Выбрал из кучи трофейного оружия автомат, проверил наличие патронов и, повесив его на плечо, ушел в лес.   Из леса ещё раз вскрикнули, но теперь уже ясно слышался стон и капитану  показался голос знакомым. Он выбрался из лощины и, принимая меры предосторожности, преодолел свободную от деревьев лужайку и снова углубился в лес. Пройдя ещё несколько метров, уже издали, заметил воина  распластавшегося на снегу с автоматом  в руке. Боец  истекал кровью, под ним образовалась лужа крови. Капитан мысленно похвалил себя за то, что в последнее мгновение прихватил с собой санитарную сумку, и заторопился к нему. Раненный  услышал шорох листьев, заерзал на месте, но не в силах был повернуть голову. Широко открытыми глазами, он смотрел в небо.

- Женя ! - узнал младшего лейтенанта Семён.

- Это я, товарищ, капитан, - прошептал Евгений Петров.

Женя, студент пятого курса МФИ имени Баумана, подающий надежды молодой ученый, в первые же дни войны отправился в военкомат и добровольно ушел на фронт, оставив дома беременную молодую супругу Катерину. Через два месяца она родила ему богатыря, его назвали Ильёй в честь Ильи Муромца. А недавно, перед боем, он получил из дома письмо с фотографией двухгодовалого малыша-крепыша.

И вот теперь, Евгений Петров, окровавленный, лежал без какой-либо надежды выжить - разрывная пуля вспорола ему живот. Кишки, и другие внутренности вывалились наружу и пульсировали в крови.

- Помогите, товарищ капитан, - прохрипел Петров пересохшими губами и упёрся взглядом в склонившегося над ним командира.

Командир, в свою очередь, в подавленном состоянии смотрел на него  и искал слова утешения, но не мог найти. Его охватил нервный тик, губы вздрагивали, в горле пересохло. Он нежно гладил холодную, теряющую краски жизни щеку Петрова.

- Помогите, - прошептал Женя ещё раз, но уже тише.

А как помочь? Да будь хоть рядом даже госпиталь, вряд ли удалось бы его спасти, а теперь, тем более.

- Это всё … чем я могу… тебе помочь, -  с трудом выдавил из себя командир и дрожащей рукой достал из кобуры пистолет и приложил к виску умирающего бойца.

Младший лейтенант дёрнулся и, очевидно, вспомнив что-то хорошее, улыбнулся. Капитан ладонью прикрыл ему глаза, вытащил из-за его спины вещевой мешок, с трудом развязал промерзший узел, достал военный билет и пачку писем. Переложил в свой планшет, и, уже не оглядываясь, направился к батальону.

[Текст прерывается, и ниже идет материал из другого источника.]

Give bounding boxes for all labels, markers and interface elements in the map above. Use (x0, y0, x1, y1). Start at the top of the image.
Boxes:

Солдаты слышали выстрел и с тревогой ожидали возвращения командира. Тот появился из леса, понуро опустив голову, и не глядя ни на кого, приказал старшине Котуза Миколе построить батальон.

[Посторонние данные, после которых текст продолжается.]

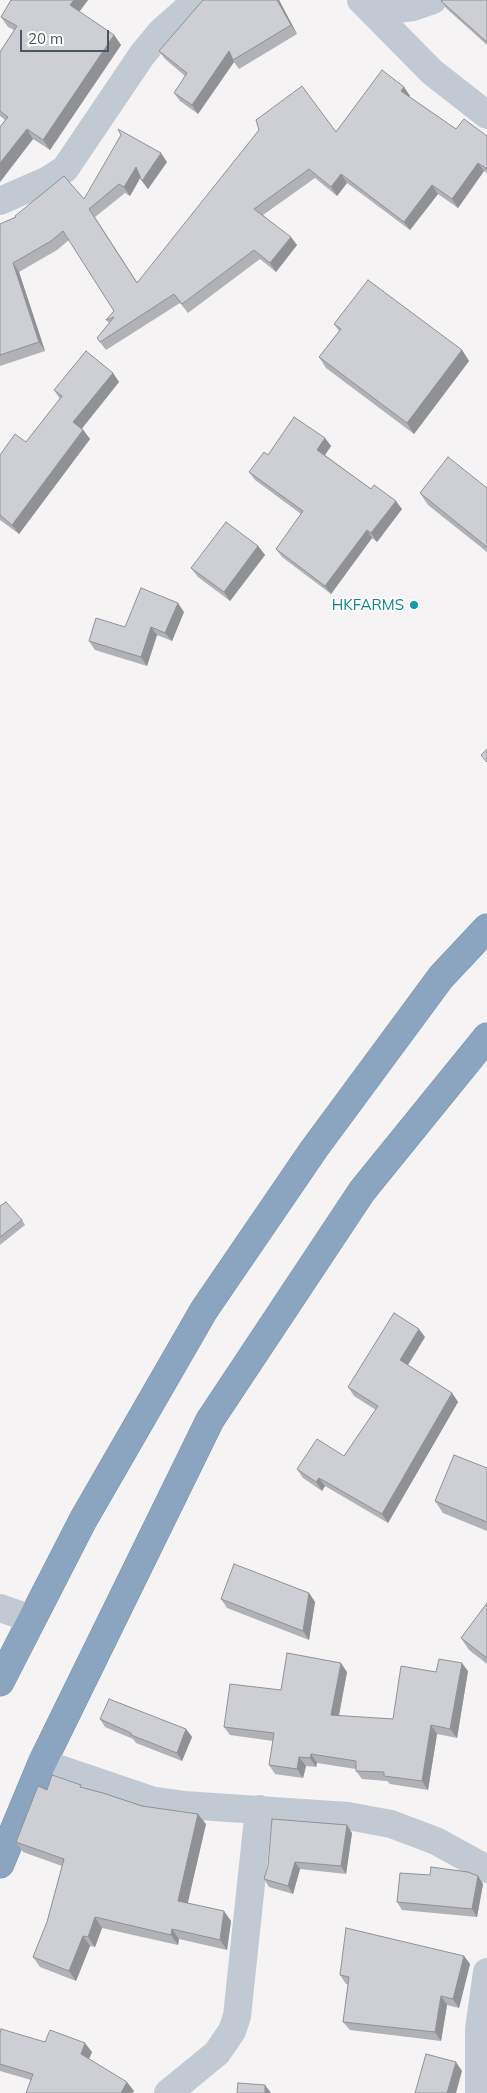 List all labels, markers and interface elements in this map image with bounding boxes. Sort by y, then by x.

Солдаты выстроились по росту. Старшина Котуза, чеканя шаг, подошел к капитану и, приложив руку к растопыренной ушанке, доложил:

- Товарищ капитан, батальон в составе девяти солдат, построен.

- Вольно,- скомандовал командир:

- Бойцы, - обратился он к батальону, - нам нужно идти на восток. Я не вполне уверен, что мы полностью вырвались из окружения. Вполне возможно, что нам ещё предстоят бои. Приказываю выбросить все лишнее. Будем идти ускоренным шагом, чтобы догнать наши войска.

В это время послышался треск сосновых веток и из-за деревьев показались два испуганных немецких воина, бойцы в панике похватали трофейное оружие, но увидев растерянных фрицев с поднятыми руками, опустили дула автоматов вниз. Но когда, дрожащие от холода и страха, фрицы промямлили, - T;te uns nicht, Hitler kaput, wir geben auf. (Не убивайте нас, Гитлер капут, мы сдаемся.) вновь вскинули автоматы. Началась лихорадочная пальба.               

          С первых же выстрелов немцы судорожно дёргаясь, повалились на землю, но солдаты продолжали, не жалея патронов, всаживать в их тела пулю за пулей. Напрасно капитан трясся от возмущения, требовал прекратить огонь. Солдаты остыли лишь после того, как  Скворцов вместе со старшиной взялись отбирать оружие.

Вдруг в этот момент тело одного из фрицев в конвульсиях задергалось, это заметил ефрейтор Николай Онуфриев. Он нечленораздельно завопив, “А-а-а-а-а, мать твою-у-у-у, а-а-а-а!" выхватил финский нож и, размахивая острым лезвием, набросился на фрица. Упал на него и  стал наносить удары по лицу, превращая мертвеца в багровое месиво. На этот раз никто не решался остановить солдата, подойти, образумить, пока сам Онуфриев не ужаснулся, увидев свои руки по локоть красные от фашистской крови.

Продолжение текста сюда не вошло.